> PROBLEM REQUIREMENTS
Show all lines from the records below in which the string "html" is present.

Excerpts from a dataset

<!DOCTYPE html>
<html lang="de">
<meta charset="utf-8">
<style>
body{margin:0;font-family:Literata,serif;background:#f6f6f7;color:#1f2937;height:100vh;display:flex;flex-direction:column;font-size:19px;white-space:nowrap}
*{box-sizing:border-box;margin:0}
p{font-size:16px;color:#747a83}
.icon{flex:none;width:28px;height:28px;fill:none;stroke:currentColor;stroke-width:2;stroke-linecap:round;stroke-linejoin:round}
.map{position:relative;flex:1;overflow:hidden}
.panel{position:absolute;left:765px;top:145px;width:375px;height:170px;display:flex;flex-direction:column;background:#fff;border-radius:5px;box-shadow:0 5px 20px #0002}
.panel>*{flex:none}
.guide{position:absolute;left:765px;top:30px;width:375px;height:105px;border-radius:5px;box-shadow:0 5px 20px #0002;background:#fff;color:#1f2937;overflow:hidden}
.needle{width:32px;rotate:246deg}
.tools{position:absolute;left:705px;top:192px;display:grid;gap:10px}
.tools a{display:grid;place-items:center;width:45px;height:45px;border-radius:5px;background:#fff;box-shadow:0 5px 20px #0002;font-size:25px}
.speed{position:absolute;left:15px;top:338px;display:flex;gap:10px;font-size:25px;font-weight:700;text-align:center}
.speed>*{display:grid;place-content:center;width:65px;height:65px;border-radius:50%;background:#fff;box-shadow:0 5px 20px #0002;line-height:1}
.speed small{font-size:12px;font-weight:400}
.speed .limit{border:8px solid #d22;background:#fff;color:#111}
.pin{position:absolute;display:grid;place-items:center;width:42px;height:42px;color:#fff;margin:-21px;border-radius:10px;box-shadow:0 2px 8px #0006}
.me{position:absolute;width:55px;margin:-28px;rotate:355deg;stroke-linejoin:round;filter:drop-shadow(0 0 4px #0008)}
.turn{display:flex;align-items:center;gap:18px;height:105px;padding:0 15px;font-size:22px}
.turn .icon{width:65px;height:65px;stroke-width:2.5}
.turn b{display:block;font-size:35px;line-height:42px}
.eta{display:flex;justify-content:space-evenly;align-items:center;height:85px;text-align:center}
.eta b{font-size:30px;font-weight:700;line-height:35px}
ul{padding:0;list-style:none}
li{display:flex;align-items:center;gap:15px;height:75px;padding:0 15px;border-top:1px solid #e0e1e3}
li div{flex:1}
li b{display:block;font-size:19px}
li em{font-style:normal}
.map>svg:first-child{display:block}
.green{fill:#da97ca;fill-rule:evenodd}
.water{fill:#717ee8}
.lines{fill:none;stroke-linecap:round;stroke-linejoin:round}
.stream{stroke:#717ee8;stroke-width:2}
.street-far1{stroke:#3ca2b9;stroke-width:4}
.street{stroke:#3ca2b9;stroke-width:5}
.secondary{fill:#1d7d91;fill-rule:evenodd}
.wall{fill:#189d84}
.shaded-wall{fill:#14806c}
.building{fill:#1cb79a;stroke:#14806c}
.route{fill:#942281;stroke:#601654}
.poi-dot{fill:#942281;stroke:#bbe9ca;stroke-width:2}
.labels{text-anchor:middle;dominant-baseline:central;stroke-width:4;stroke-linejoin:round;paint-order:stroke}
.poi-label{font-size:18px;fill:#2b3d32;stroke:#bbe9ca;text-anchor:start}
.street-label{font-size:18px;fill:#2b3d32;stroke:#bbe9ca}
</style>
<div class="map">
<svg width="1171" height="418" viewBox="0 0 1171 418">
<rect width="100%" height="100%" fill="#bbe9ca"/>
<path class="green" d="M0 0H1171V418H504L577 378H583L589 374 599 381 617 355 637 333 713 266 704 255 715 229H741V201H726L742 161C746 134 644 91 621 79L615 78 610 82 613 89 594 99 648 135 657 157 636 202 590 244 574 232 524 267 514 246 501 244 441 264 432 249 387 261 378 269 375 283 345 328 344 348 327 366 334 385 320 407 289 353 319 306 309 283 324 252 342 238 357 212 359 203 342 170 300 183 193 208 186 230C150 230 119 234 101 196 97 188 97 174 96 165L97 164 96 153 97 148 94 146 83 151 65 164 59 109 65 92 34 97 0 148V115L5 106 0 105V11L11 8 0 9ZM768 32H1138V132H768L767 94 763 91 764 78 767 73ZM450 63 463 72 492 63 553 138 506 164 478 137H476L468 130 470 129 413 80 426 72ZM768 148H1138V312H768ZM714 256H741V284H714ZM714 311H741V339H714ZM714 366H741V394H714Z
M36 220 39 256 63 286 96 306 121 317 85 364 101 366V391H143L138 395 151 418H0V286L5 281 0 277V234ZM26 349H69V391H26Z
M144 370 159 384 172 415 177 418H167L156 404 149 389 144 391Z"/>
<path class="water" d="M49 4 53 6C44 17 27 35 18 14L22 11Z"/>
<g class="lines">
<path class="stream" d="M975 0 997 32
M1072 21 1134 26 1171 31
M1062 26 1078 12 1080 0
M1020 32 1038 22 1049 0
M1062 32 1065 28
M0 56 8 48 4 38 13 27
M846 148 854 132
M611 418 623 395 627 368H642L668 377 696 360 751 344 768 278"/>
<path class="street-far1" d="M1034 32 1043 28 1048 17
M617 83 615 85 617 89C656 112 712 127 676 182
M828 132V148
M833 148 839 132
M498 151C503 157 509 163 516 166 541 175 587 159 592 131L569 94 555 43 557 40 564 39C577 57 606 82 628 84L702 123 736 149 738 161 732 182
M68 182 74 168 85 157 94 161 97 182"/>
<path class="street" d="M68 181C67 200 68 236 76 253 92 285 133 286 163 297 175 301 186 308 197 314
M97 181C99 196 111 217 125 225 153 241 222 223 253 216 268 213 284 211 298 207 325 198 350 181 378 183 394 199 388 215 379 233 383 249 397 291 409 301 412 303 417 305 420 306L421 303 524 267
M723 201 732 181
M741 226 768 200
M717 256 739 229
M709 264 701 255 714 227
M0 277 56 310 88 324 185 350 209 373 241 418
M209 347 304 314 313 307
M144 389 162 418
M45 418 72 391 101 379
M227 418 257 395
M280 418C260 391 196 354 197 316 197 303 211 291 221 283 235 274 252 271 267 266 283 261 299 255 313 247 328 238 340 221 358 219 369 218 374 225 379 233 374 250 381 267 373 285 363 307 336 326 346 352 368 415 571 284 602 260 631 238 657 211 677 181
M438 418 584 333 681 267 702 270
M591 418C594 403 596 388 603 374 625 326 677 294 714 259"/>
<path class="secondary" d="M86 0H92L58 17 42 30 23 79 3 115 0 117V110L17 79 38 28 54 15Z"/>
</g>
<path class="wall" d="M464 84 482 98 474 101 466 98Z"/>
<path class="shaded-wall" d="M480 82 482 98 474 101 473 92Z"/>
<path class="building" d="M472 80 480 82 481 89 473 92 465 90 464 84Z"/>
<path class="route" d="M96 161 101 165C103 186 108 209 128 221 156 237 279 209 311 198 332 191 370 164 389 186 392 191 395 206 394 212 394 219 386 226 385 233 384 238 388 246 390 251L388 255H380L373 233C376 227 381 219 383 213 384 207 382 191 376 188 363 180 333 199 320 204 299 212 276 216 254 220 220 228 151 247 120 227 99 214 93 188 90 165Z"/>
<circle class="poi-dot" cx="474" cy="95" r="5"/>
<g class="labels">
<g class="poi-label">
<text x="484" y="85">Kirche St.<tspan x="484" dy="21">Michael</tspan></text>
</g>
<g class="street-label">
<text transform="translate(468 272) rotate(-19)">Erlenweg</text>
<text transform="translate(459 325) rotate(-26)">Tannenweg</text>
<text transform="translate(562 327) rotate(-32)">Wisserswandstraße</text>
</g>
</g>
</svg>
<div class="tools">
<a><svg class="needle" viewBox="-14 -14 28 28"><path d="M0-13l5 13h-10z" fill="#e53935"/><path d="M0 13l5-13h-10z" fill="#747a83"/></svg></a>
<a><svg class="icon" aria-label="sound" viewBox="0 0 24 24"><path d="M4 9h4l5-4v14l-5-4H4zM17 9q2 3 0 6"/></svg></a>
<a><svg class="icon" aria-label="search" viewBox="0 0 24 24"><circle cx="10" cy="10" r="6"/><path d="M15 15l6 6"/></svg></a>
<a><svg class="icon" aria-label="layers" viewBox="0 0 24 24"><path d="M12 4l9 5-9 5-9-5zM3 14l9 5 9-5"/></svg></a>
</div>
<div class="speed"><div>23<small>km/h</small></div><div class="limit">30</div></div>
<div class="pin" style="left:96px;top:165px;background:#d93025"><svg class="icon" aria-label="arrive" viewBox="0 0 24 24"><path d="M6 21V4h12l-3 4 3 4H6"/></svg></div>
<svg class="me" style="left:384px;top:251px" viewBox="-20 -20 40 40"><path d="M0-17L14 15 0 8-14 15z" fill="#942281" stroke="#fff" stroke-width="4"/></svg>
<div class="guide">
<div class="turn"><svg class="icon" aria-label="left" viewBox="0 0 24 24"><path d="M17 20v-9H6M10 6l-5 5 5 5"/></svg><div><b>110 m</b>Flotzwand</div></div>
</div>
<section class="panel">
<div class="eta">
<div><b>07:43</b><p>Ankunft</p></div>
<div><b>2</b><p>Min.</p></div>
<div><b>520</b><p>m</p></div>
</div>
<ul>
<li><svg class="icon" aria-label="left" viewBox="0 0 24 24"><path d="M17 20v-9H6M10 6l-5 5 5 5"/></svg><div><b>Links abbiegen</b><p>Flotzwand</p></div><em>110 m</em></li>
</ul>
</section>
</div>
--
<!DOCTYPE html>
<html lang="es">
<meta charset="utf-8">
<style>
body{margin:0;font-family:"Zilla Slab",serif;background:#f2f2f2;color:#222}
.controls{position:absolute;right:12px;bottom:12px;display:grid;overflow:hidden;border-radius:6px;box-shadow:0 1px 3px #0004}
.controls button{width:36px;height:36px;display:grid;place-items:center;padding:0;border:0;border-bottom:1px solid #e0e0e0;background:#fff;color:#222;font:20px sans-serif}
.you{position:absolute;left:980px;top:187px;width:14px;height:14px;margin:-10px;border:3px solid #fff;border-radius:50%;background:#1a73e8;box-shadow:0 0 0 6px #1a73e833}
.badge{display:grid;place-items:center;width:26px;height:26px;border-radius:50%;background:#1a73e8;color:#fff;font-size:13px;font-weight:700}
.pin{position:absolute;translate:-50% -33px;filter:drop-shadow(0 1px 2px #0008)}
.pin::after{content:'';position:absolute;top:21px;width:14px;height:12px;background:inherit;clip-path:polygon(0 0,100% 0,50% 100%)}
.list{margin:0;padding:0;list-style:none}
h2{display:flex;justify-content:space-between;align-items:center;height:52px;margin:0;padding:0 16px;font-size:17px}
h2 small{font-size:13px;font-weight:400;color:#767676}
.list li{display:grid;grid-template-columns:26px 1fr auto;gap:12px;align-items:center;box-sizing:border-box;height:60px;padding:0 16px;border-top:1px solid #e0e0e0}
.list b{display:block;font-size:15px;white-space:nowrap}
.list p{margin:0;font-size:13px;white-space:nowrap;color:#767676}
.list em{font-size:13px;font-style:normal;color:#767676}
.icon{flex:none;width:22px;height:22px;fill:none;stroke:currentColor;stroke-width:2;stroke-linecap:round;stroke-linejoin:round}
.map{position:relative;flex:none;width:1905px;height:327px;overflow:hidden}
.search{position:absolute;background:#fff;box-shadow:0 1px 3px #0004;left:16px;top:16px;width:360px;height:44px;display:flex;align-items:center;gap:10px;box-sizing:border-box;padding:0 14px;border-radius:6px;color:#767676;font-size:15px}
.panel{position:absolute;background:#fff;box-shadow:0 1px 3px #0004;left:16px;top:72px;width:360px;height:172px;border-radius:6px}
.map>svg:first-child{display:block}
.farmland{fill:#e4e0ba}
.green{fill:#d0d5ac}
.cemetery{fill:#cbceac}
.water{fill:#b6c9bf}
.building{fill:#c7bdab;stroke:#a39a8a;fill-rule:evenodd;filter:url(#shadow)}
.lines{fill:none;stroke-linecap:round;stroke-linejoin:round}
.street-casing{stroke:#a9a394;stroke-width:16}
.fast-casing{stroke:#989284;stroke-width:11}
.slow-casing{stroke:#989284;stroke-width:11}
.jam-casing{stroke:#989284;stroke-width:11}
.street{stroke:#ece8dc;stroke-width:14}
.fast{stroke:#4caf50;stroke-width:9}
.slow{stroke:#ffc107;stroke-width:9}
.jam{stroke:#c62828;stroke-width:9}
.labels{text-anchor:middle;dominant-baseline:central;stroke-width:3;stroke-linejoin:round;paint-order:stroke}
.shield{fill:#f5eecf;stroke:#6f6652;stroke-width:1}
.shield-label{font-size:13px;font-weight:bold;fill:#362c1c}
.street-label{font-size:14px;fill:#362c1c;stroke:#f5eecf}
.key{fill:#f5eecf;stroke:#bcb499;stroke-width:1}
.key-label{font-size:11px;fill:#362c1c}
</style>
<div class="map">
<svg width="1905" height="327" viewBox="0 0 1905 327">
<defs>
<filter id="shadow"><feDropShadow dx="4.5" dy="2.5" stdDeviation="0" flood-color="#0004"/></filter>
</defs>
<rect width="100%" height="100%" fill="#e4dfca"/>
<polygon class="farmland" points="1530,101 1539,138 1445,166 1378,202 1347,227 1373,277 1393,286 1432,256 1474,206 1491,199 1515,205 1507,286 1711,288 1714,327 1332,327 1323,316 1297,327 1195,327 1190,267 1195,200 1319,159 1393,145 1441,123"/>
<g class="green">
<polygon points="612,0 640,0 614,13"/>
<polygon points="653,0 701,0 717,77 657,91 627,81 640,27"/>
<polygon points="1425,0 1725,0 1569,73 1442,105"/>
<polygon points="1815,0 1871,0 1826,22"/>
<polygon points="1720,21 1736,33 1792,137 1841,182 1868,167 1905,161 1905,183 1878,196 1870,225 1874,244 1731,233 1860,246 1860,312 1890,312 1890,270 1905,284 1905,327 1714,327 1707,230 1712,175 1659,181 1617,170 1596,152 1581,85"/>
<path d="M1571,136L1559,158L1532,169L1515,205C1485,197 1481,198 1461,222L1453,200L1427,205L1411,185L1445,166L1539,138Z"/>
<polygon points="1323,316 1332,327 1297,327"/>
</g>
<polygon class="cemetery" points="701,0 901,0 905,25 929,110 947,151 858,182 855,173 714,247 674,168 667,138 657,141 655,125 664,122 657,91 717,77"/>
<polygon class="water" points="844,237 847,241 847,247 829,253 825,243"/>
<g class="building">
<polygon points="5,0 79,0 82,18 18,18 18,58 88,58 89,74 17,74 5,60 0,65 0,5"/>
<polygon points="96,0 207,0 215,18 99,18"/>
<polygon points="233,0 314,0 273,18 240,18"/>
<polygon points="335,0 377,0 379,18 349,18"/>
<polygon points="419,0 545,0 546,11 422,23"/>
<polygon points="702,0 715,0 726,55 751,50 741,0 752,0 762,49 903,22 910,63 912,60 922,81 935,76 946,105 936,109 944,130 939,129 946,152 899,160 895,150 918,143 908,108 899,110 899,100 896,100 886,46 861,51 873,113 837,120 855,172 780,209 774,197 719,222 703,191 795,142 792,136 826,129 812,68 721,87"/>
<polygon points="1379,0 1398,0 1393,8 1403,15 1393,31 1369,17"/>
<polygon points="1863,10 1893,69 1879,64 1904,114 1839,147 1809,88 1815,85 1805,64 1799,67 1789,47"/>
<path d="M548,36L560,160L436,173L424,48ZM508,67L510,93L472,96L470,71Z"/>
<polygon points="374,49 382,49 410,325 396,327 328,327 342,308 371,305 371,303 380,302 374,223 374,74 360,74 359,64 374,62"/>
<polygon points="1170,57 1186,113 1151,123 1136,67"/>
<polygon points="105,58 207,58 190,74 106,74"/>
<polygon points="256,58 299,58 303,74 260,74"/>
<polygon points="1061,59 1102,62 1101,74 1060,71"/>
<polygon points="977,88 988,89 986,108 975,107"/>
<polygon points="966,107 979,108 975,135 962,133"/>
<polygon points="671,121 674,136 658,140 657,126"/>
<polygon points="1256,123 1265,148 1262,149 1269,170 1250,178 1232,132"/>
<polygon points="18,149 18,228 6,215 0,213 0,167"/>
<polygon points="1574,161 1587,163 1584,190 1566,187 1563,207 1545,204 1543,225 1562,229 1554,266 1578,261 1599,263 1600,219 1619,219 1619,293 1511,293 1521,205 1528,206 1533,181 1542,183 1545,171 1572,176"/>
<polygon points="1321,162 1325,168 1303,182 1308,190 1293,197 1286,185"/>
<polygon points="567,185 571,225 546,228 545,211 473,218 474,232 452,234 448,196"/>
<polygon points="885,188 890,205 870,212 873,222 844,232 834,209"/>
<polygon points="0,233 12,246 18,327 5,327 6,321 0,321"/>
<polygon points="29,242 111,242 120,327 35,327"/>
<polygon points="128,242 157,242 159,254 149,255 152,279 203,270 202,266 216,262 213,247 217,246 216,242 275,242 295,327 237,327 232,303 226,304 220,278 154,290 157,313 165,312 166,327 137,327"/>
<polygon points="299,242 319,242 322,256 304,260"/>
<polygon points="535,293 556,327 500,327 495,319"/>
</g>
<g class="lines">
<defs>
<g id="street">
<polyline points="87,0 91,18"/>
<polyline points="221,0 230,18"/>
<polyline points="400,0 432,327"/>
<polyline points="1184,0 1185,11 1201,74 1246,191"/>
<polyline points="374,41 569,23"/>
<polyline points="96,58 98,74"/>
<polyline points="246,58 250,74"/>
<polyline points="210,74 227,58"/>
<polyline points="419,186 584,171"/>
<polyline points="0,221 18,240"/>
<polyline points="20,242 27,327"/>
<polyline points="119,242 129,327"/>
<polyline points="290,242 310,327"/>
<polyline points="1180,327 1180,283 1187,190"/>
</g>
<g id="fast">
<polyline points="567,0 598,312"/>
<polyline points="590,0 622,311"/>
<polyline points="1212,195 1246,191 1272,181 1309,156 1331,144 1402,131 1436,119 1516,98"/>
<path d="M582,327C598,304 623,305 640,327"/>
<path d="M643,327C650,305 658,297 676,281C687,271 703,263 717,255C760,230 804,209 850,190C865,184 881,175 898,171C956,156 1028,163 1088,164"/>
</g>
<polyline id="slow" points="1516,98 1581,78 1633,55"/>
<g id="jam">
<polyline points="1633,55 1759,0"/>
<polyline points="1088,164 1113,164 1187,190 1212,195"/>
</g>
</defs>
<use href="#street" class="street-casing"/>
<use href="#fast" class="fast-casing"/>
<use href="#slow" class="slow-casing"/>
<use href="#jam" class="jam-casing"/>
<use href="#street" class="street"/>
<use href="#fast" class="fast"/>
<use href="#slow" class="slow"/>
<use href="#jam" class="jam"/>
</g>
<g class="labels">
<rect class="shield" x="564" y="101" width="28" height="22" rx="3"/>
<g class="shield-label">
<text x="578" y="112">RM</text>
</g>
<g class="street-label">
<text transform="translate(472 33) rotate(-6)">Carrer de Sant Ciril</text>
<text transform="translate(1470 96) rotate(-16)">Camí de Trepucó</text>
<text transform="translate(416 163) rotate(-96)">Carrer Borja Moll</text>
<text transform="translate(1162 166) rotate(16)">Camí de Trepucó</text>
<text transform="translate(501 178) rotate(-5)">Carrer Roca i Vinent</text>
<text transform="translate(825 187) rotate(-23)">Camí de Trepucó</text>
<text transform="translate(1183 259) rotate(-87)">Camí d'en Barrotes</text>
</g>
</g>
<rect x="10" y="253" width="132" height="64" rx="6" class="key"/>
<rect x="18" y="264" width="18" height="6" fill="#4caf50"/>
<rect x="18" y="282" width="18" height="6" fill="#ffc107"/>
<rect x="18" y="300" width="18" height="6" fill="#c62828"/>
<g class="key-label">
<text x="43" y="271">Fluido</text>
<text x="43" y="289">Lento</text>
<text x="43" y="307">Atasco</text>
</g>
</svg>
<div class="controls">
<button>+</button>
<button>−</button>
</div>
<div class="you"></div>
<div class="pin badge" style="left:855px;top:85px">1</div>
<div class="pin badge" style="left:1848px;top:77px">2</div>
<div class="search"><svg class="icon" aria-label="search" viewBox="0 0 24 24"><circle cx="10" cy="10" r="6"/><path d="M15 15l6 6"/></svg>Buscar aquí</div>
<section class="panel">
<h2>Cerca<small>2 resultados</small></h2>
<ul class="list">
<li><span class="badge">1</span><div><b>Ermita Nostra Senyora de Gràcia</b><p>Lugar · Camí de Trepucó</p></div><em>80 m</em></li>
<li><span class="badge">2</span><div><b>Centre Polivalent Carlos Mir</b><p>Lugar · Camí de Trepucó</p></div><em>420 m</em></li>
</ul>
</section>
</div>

> EXERCISE SOLUTION
<!DOCTYPE html>
<html lang="de">
<!DOCTYPE html>
<html lang="es">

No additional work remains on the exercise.